Joy of dancing


Imperfect but full of joy—that’s us, the Crows Feet Dance Collective. Forty women, average age 55, range 39–76, skilled and unskilled.

Last weekend we performed at the Tempo Dance Fest at Q Theatre in Auckland. If you are a New Zealander, you’ll understand that performing in our biggest city was rather an intimidating prospect for a community collective —and thrilling. But the organisation was excellent, the theatre a friendly space, and the audiences warm and enthusiastic. We had a marvellous time.

Read the review if you’d like to know more about our show.
Read Dr Hanna on the fascinating effects of dancing on the brain — an excerpt follows.
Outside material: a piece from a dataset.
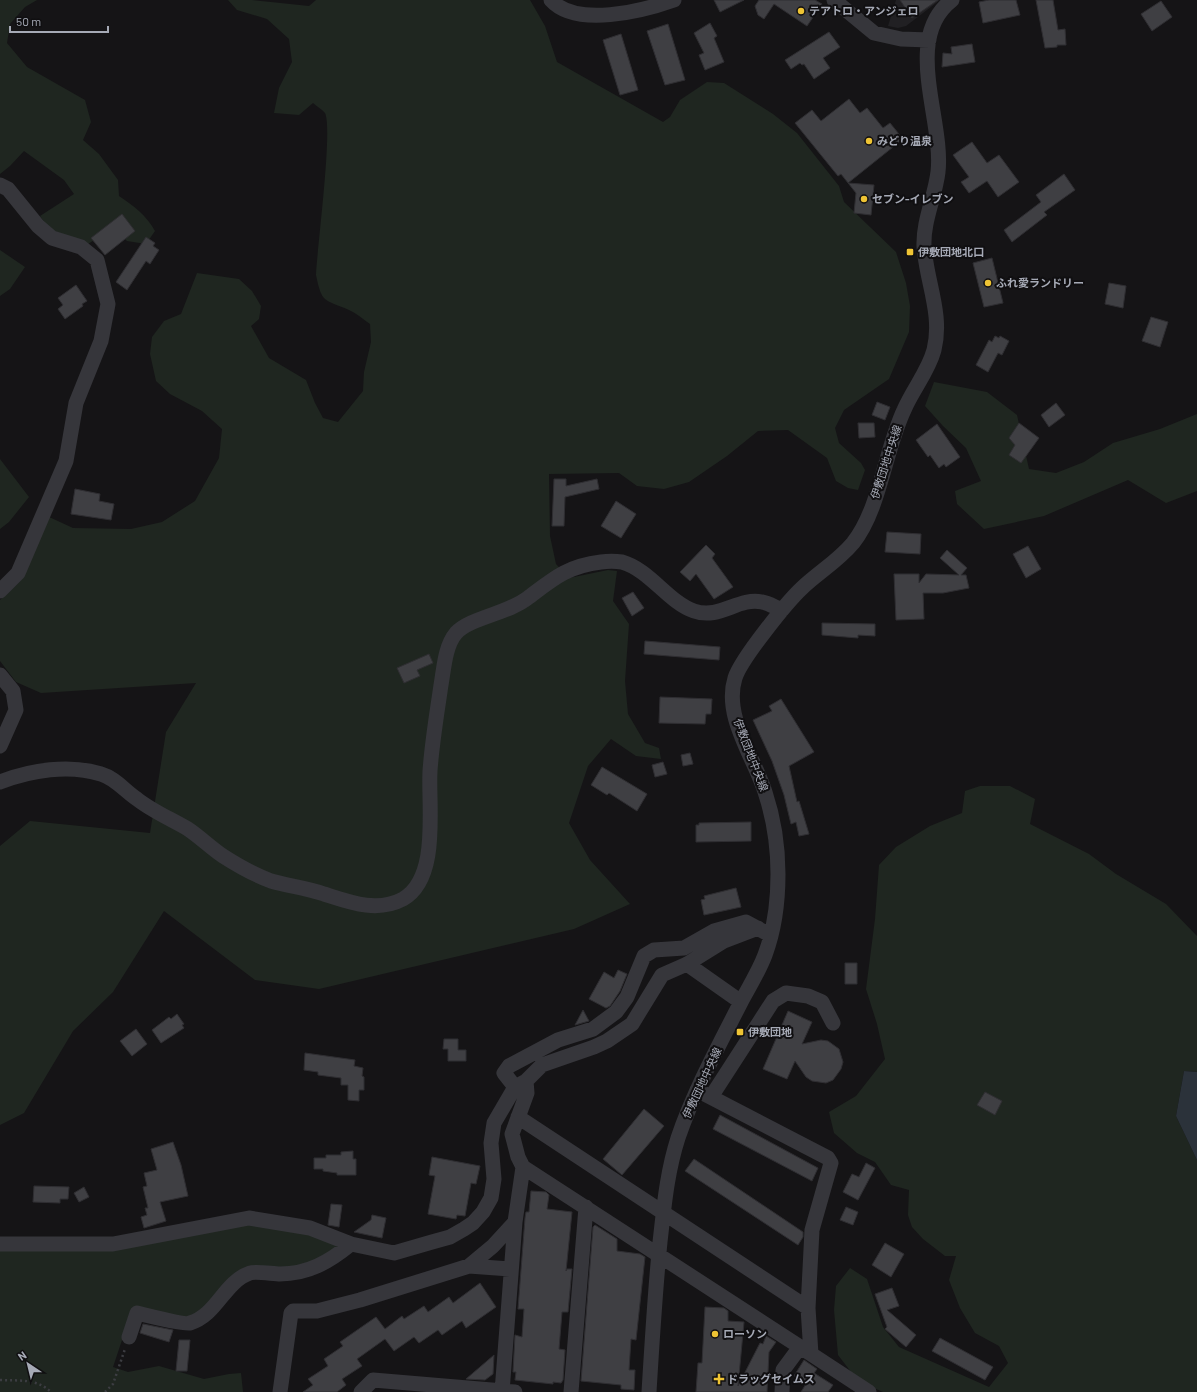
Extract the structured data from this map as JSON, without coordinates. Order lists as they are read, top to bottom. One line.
{"streets":{"street":["伊敷団地中央線"]},"places":{"other":["テアトロ・アンジェロ","みどり温泉","セブン-イレブン","ふれ愛ランドリー","ローソン"],"transit":["伊敷団地北口","伊敷団地"],"health":["ドラッグセイムス"]},"scale_bar":"50 m","north":"top left"}
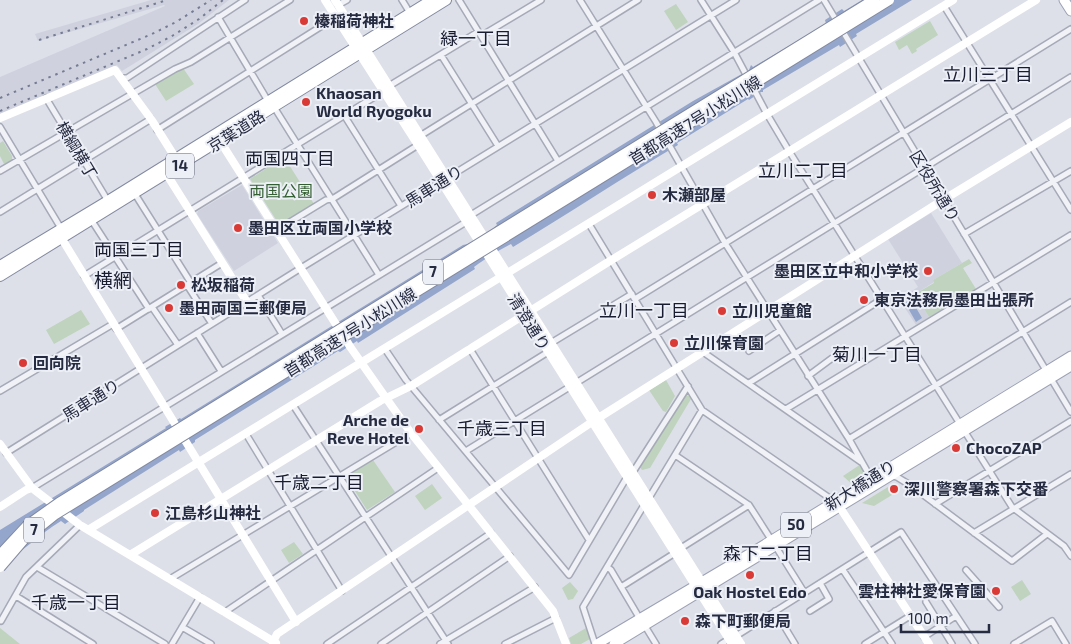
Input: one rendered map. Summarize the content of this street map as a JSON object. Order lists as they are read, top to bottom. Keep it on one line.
{"streets":{"highway":["首都高速7号小松川線","京葉道路","14","7"],"main road":["新大橋通り","50"],"street":["横綱横丁","馬車通り","区役所通り","清澄通り"]},"crossings":[["京葉道路","横綱横丁"],["京葉道路","清澄通り"],["馬車通り","清澄通り"],["区役所通り","新大橋通り"],["清澄通り","新大橋通り"]],"districts":["緑一丁目","立川三丁目","両国四丁目","立川二丁目","両国三丁目","横網","立川一丁目","菊川一丁目","千歳三丁目","千歳二丁目","森下二丁目","千歳一丁目"],"parks":["両国公園"],"places":["榛稲荷神社","Khaosan World Ryogoku","木瀬部屋","墨田区立両国小学校","墨田区立中和小学校","松坂稲荷","東京法務局墨田出張所","墨田両国三郵便局","立川児童館","立川保育園","回向院","Arche de Reve Hotel","ChocoZAP","深川警察署森下交番","江島杉山神社","Oak Hostel Edo","雲柱神社愛保育園","森下町郵便局"],"scale_bar":"100 m"}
And go find a chance to dance if you can. Trust me, it’s never too late; for example, I joined the Crows at 66, more than ten years ago, and while I’m no star and I often stumble, I manage very well indeed. Enough to get the joy of dancing, and that magic performance buzz, and a cluster of truly remarkable friends.
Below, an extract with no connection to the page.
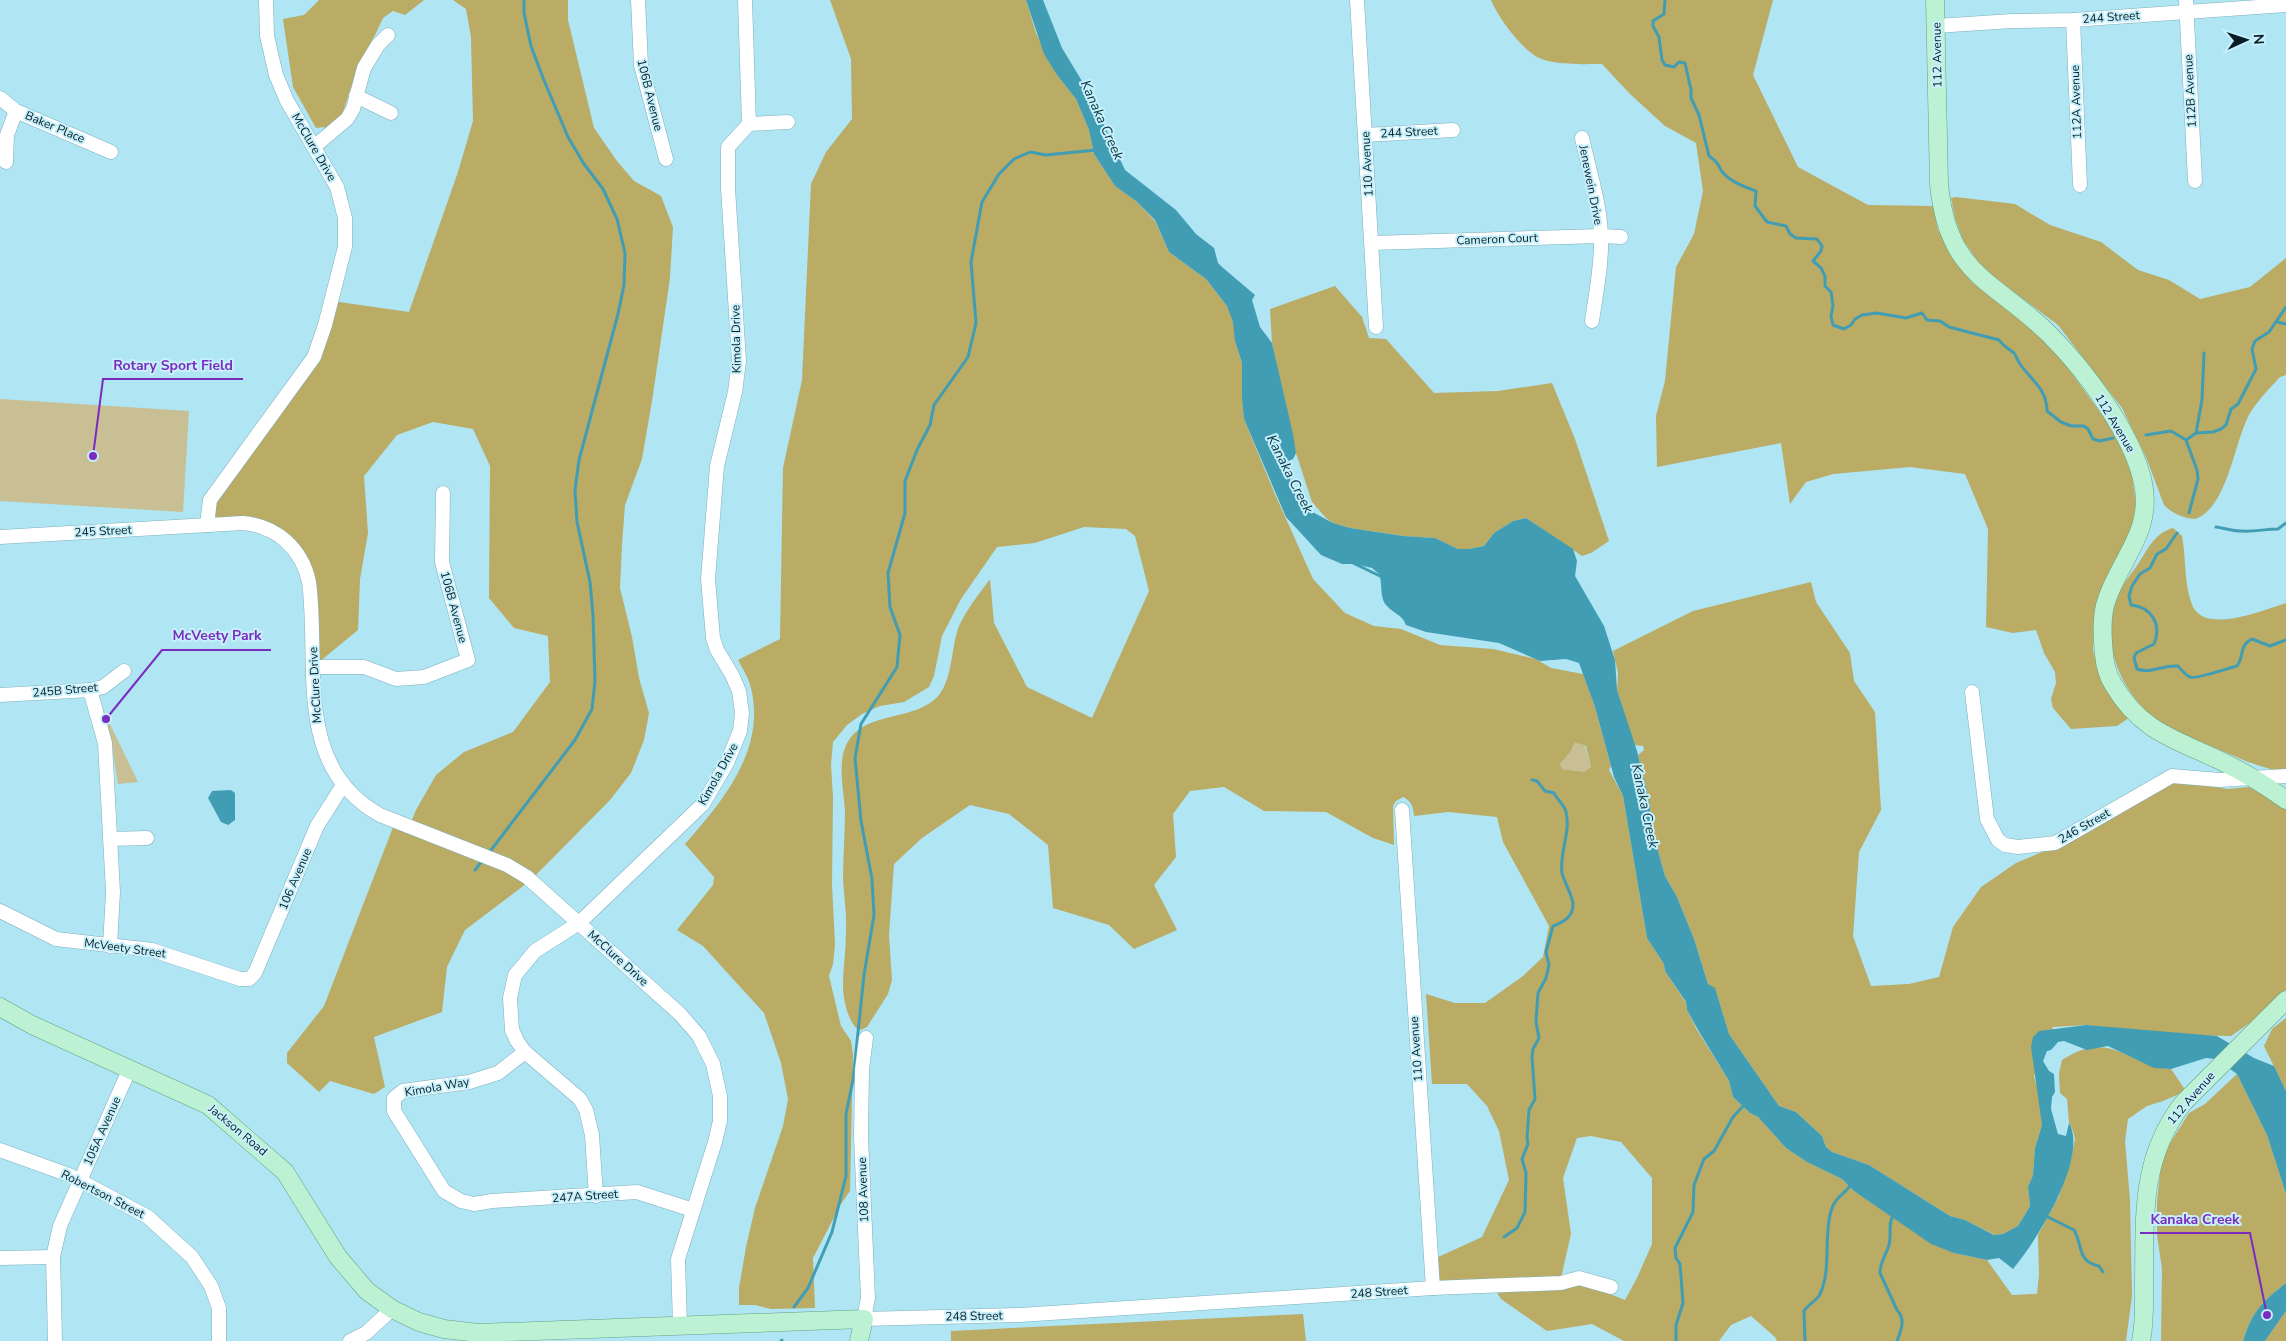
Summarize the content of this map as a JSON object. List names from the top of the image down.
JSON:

Dancing is a language, another way of writing into life

A language is a method of conveying complex ideas and emotions. It has representations of information, and rules for how the representations can be combined. As a means of conveying ideas and emotions, with or without recourse to sound, dance language draws upon similar places and thought processes in the brain as verbal language. Dance, like verbal language, has vocabulary (locomotion and gestures in dance), grammar or syntax (rules for putting the vocabulary together and justifying how one movement can fol­low another), and semantics (meaning). Verbal language strings together sequences of words, and dance strings together sequences of movement to make phrases and sentences. Meaning may be story-telling or abstract, playing with form or chance.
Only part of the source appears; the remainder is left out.